Images in a patient on chronic haemodialysis with low back pain and Staphylococcus septicaemia
- Lin-Nei Hsu1,
- Huey-Liang Kuo2,
- Shu-Ming Wang1,
- Jiung-Hsiun Liu2,
- Yao-Lung Liu2,
- Che-Yi Chou1,
- Chiu-Ching Huang2
- 1China Medical University Hospital, Internal Medicine, No. 2 Yude Road, North District, Taichung, 40461, Taiwan
- 2China Medical University Hospital, No. 2 Yude Road, Taichung, 40461, Taiwan
- Che-Yi Chou,
- Published 10 August 2009
A 47-year-old man with history of alcoholic liver cirrhosis (Child–Pugh class C) and end stage renal disease was admitted because of bilateral flank pain for 2 weeks. He started haemodialysis (HD) via left femoral double lumen because of hyperkalaemia 1 month before admission. He denied a history of muscle strain or trauma and his low back pain got worse while bending forward. He also had intermittent low-grade fever.
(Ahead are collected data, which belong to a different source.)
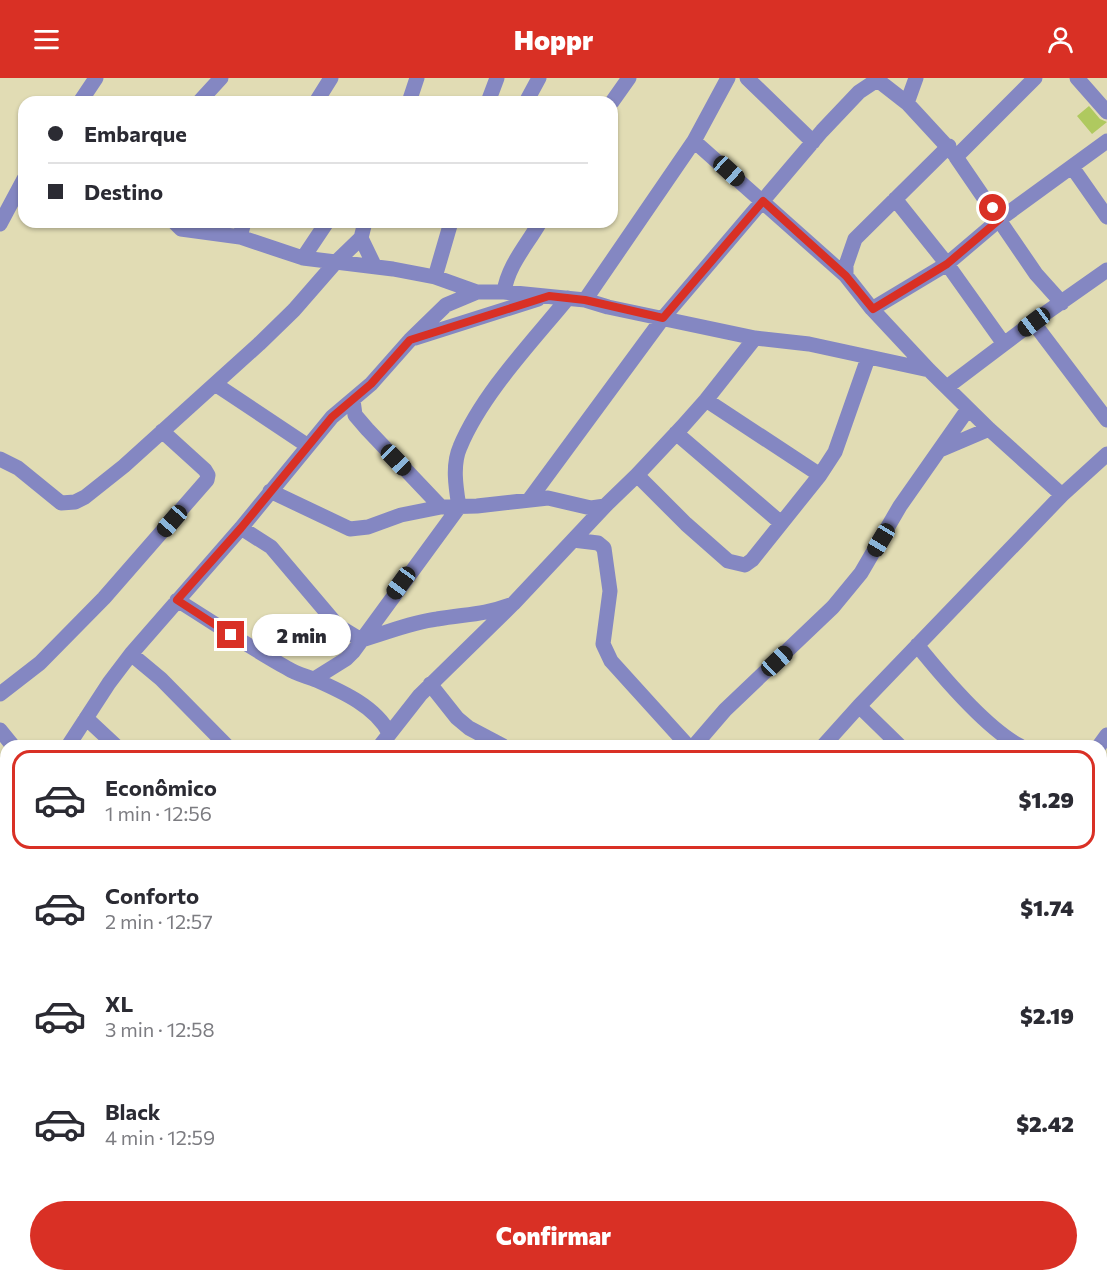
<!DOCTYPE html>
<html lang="pt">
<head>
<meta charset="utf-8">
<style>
  body { margin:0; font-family:Commissioner,sans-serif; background:#f2f2f3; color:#2b2b33; height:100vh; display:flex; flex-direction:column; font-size:22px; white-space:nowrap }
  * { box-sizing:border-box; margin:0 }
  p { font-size:20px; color:#7c7c81 }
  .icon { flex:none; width:33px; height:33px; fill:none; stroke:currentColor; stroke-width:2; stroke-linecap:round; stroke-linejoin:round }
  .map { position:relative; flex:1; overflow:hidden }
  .sheet { position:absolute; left:0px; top:662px; width:1107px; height:542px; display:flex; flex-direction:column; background:#fff; border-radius:18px 18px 0 0; box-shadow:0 2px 4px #0004 }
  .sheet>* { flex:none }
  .top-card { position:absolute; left:18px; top:18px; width:600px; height:132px; border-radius:18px; box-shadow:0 2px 4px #0004; display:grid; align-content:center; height:132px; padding:0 30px; background:#fff }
  .end { position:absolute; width:27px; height:27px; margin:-14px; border:8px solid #d93025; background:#fff; box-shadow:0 0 0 3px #fff }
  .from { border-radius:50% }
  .bubble { position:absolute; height:42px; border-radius:21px; background:#fff; box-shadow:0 2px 4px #0004; font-size:20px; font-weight:800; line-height:42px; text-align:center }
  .car { position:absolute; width:18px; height:36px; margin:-18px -9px; border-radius:8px; box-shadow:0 0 4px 2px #0007; background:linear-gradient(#222 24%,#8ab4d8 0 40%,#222 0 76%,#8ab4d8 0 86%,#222 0) }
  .top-card b { display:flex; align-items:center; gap:21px; height:57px; font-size:22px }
  .top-card b+b { border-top:2px solid #e1e1e2 }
  .top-card i { width:15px; height:15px; background:#2b2b33 }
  ul { padding:10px 0 0; list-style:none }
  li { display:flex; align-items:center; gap:18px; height:99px; margin:0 12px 9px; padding:0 18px; border:3px solid transparent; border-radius:18px }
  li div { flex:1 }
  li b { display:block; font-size:22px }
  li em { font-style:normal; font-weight:800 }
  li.active { border-color:#d93025 }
  li>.icon { width:54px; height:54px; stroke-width:1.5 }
  .cta { display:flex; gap:12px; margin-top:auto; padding:12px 30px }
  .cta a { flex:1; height:69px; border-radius:36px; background:#d93025; color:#fff; font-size:24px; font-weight:800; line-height:69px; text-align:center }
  header { display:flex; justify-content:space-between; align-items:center; height:78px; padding:0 30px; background:#d93025; color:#fff; font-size:27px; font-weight:800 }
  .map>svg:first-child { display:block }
  .building { fill:#afc95f }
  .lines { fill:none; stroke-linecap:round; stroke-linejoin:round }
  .minor { stroke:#8487c2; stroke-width:15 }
  .route { stroke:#d93025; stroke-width:8 }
</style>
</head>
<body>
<header><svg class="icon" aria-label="menu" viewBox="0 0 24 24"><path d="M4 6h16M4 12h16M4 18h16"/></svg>Hoppr<svg class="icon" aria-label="person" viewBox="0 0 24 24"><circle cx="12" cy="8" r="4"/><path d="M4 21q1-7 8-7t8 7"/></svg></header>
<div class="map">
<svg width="1107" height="1202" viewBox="0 0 1107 1202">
  <rect width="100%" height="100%" fill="#e1dcb4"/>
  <path class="building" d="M1089,28L1100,41L1107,44L1092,56L1077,38Z"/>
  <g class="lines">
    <path class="minor" d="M747,0L813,64
      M875,0L907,25L954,76
      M1035,0L956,79L1036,196L1062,225
      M1077,0L1107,34
      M80,24L96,0
      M199,24L221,0
      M316,24L331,0
      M409,24L417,0
      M488,24L497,0
      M526,24L539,0
      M612,24L629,0
      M907,25L916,0
      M694,63L846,198L872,231L929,292L989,351L1062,417
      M1072,89L1107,139
      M895,121L947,186L1004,266
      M174,144L181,151L240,159
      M244,144L240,159L303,180L393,191L435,199L477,214
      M0,146L24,101
      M361,160L375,189
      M303,180L327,144
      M846,198V187L855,161L949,68
      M435,199L451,144
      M504,214C508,187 527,167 540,144
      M585,222L694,63L728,0
      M872,231L947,186L1000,141L1107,63
      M1033,244L1107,342
      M415,260L538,221
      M215,306L308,368
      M947,309L1033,244L1107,192
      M353,322L355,337L367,351L441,429
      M706,322L820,397
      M676,355L781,445
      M942,371L989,351
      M0,381L18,390L61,425L75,424L85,419L124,388L259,266L294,232L335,185L361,160L365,144
      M637,397L686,446L728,483L745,487L752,482L820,397L835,374L868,280
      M270,413L350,451L368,449L401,437L441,429L477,428L548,420L591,430L605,428
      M529,422L663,240L822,53L859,14L877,2
      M241,450L271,469L338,548L361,562C386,555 412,544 437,541C465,536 483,537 510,527
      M573,462L598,465L604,470L610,513L603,566L611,583L688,668
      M177,522C214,545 249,569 287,590C296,596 306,598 316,602C343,614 376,629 389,655
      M917,567C942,598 986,650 1020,668
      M131,576L161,601L227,668
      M314,601L346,581L353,574L459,429C456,410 452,387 460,369C482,316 532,264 568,220
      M430,606L457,640L469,650L503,668
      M0,616L40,585L104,520L207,402L208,397L205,392L162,353
      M859,628L900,668
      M86,640L116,668
      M0,652L13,668
      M68,668L109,605L131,576L241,450L332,339L371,306L410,262L446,227L477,214H504L585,222L608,229L755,260
      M380,668L420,617L513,526L605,428L637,397L682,349L706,322L755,260L809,266L929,292
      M694,668L725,632L833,529L861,495L900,428L968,331
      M823,668L859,628L1062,417L1107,376
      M1099,668L1107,657
      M1101,687L1107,694
      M0,787L6,780
      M1101,802L1107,809
      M1101,909L1107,905
      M0,911L6,906
      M1101,1009L1107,1021
      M0,1025L6,1020
      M1101,1094L1107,1089
      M0,1153L6,1150
      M402,1197L407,1202
      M926,1197L928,1202
      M1032,1197L1035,1202
      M99,1202L103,1197
      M308,1202L312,1197
      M570,1202L576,1197
      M746,1202L752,1197
      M961,1202L971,1197"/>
  </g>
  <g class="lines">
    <path class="route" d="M231,557L177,522L241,450L332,339L371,306L410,262L549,218L585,222L663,240L763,123L846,198L873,231L947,186L1000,141L993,130"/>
  </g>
</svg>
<i class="end from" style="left:993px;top:130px"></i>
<i class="end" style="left:231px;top:557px"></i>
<div class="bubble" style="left:252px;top:536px;width:99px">2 min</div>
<i class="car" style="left:729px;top:93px;rotate:132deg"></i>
<i class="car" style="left:1034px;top:244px;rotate:233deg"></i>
<i class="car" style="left:396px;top:382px;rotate:136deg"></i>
<i class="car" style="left:172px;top:443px;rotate:221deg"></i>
<i class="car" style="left:881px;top:462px;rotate:211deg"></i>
<i class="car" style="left:401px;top:505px;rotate:216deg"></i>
<i class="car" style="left:777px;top:583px;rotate:47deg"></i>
<div class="top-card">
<b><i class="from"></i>Embarque</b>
<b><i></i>Destino</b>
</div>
<section class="sheet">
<ul>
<li class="active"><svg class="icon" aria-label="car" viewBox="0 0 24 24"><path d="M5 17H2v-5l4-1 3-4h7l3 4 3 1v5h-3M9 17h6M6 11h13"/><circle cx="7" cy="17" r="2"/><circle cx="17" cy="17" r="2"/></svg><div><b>Econômico</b><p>1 min · 12:56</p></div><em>$1.29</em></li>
<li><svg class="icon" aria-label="car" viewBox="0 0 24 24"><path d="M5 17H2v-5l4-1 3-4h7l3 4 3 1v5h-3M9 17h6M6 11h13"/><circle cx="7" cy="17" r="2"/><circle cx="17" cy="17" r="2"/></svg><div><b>Conforto</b><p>2 min · 12:57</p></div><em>$1.74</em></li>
<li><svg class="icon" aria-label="car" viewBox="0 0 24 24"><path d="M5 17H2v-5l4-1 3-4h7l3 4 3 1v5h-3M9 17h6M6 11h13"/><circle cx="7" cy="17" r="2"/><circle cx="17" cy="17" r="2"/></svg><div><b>XL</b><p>3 min · 12:58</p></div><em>$2.19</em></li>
<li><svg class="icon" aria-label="car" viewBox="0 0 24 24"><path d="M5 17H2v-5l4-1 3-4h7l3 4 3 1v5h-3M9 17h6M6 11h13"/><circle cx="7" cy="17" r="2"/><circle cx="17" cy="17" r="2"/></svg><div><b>Black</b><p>4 min · 12:59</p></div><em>$2.42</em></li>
</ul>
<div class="cta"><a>Confirmar</a></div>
</section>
</div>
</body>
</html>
Physical examination revealed left flank knocking tenderness. His white blood cell count was 10.43×103 cells/μl and C-reactive protein was 18.92 mg/dl. An abdominal CT scan showed focal abscesses from the left diaphragm to the left psoas muscle (fig 1). The blood culture revealed methicillin-resistant Staphylococcus aureus septicaemia. Study of a transoesophageal echocardiogram showed no vegetation and the findings of an osteomyelitis scan were unremarkable. His low back pain resolved 2 weeks later after treatment with vancomycin and rifampicin. The follow-up abdominal CT scan showed a resolution of the psoas muscle abscess (fig 2).
S aureus is one of the most common causes of infection1 and low back pain is a common symptom in patients on chronic HD.2 The causes of low back pain in patients on chronic HD include nerve root compression, injury muscles, ligaments and joints; cauda equina syndrome, infection and tumours. Psoas abscess in patients on HD could be caused the contiguous vascular access device such as a femoral double lumen.3 Clinical history and physical examination are the key factors for diagnosis.
Competing interests: None.
Patient consent: Patient/guardian consent was obtained for publication.